Figure 1.
The IRE-1 UPR is activated in response to PFTs.
(A) xbp-1 mRNA splicing is induced in wild-type C. elegans fed E. coli expressing Cry5B compared to control E. coli not expressing Cry5B. The time the worms were allowed to feed on the E. coli before total RNA was prepared for RT-PCR is indicated at the top, and the positions of the nucleotide size markers are indicated at the left. (B) Compared to worms fed control non-Cry5B expressing E. coli, in vivo activation of hsp-4::GFP occurs specifically in the intestines of worms fed Cry5B expressing E. coli at 20°C for 8 hours. As a comparison for GFP induction, separate worms on control bacteria were heat shocked at 30°C for 8 hours to induce the ER stress response by causing unfolded proteins. The heat shock worms have a strong increase in GFP throughout the body including the head, intestine and hypodermis. Thus, although the entire worm is capable of activating the ire-1-xbp-1 pathway as judged by hsp-4 induction, activation in Cry5B-fed animals is occurring only in those cells targeted by the PFT. Images taken by light microscopy are compared to images with fluorescence microscopy. Scale bar is 0.2 mm. The experiment was performed three times, and representative worms are shown. (C) Aerolysin induces activation of IRE1 in mammalians cells. Exposure of HeLa cells to proaerolysin (2 ng/mL) leads to increased production of spliced XBP1 protein as shown on this immunoblot (upper) and quantitated relative to no toxin control (lower). DTT (10 µg/mL for 2 h) was used as a positive control. Positions of molecular weight markers (kDa) are indicated on right side of the figure. A nonspecific antibody-reacting band was used as a loading control and normalization of the XBP1 signal in each lane.
Figure 2.
Loss of specific UPR pathways cause hypersensitivity to PFT but not other toxins or a pathogenic bacteria.

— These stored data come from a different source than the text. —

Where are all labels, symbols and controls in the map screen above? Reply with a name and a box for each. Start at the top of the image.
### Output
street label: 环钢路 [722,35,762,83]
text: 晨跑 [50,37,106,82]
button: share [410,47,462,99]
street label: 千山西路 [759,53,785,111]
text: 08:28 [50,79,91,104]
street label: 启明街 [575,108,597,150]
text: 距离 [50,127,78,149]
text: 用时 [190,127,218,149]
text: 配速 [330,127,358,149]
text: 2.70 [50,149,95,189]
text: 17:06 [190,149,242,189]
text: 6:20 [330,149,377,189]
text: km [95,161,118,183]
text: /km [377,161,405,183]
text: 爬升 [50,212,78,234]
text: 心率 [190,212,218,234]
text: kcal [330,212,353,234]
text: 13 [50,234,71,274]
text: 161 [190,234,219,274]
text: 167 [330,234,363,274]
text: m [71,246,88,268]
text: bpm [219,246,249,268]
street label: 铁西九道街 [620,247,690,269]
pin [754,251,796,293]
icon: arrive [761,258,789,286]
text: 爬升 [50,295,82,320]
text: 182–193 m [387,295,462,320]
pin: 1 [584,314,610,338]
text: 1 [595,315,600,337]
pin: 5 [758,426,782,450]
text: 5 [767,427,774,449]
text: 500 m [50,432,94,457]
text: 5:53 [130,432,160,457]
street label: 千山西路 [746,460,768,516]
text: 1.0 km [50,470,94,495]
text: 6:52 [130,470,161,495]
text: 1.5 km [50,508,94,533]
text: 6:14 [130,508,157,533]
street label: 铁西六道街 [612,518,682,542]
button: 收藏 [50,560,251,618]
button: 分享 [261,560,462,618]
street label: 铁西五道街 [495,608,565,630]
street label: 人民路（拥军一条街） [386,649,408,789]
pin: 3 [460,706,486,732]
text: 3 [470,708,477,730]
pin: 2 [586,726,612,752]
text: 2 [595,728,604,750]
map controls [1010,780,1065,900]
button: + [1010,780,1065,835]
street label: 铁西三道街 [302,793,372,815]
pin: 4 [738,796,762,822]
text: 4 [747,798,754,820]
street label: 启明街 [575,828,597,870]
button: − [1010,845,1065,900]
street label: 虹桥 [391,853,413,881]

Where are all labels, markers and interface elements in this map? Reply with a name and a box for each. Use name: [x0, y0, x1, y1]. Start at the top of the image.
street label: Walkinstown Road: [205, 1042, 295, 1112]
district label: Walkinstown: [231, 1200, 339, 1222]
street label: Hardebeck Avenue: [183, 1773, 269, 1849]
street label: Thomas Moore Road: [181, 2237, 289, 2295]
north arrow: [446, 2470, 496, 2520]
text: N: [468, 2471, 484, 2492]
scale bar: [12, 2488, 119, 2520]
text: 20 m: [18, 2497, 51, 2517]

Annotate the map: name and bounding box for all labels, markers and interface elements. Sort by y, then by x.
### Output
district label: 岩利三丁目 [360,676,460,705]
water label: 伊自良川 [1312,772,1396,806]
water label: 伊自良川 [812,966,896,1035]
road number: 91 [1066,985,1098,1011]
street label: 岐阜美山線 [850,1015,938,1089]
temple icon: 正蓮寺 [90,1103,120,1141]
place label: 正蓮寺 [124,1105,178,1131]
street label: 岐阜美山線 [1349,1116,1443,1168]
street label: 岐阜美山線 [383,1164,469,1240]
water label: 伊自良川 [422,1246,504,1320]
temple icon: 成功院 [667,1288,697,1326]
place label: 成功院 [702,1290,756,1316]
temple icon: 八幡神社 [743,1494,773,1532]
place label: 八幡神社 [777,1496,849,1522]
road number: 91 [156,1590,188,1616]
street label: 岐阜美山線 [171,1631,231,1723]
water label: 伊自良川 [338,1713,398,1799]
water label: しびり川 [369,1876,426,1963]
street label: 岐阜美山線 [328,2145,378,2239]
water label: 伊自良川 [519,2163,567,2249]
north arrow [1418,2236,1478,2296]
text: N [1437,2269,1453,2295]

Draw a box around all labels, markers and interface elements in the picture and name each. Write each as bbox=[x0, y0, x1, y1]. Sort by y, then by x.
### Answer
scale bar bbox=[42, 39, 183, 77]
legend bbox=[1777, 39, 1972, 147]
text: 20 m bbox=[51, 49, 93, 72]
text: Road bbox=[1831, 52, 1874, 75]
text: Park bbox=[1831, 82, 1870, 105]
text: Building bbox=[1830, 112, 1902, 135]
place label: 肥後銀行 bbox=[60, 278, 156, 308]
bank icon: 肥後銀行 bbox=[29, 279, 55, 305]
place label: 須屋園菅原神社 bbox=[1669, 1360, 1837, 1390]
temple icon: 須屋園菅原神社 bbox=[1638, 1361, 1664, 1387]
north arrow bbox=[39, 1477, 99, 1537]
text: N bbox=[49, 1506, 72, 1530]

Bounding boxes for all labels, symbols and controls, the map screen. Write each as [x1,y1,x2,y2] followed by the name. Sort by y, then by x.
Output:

(A) Comparison of ER stress response mutants to wild-type N2 on 25% Cry5B-expressing E. coli plates indicate ire-1(v33) and xbp-1(zc12) are hypersensitive to Cry5B intoxication. Two representative worms are shown for each strain 48 hours after feeding either on E. coli without Cry5B or on E. coli of which 25% expressed Cry5B. Scale bar is 0.2 mm. (B) A lethal concentration assay was performed using purified Cry5B toxin to quantitatively compare sensitivities of wild-type N2 and the ER stress mutants. Lethality was determined after 8 days. This semi-log graph represents three independent experiments, and each data point is the mean and standard deviations of the experiments. (C) A Cry5B developmental inhibition assay was performed beginning with synchronized worms at the first larval stage. Worms were grown on plates containing different percentages of Cry5B-expressing E. coli (% Cry5B as indicated under the figure), and the percent of worms reaching the L4 stage or adulthood 72 hours later is indicated. ire-1(v33) was included only on the plates with 0% Cry5B. Data are presented as mean and standard deviation. (D) A lethal concentration assay comparing sensitivity to CuSO4 revealed xbp-1(zc12) is not hypersensitive compared to wild-type N2. Lethality was determined after 8 days of CuSO4 exposure, the same time frame as the Cry5B lethality assay. Data, plotted semi-log, are the mean and standard deviation of three independent experiments. (E) A lethal concentration assay comparing sensitivity to H2O2 revealed xbp-1(zc12) is not hypersensitive compared to wild-type N2. Lethality was determined after 4 hours of H2O2 exposure. Data, plotted semi-log, are the mean and standard deviation of three independent experiments. (F) A lifespan assay was used to compare the ER stress mutants to slow killing by P. aeruginosa PA14. This graph represents combined data from three experiments.
Table 1.
Data analysis of the Cry5B, CuSO4 and H2O2 lethal concentration assays and P. aeruginosa (PA14) lifespan assay.
Figure 3.
Intestinal specific expression of xbp-1 is sufficient to rescue sensitivity to the PFT.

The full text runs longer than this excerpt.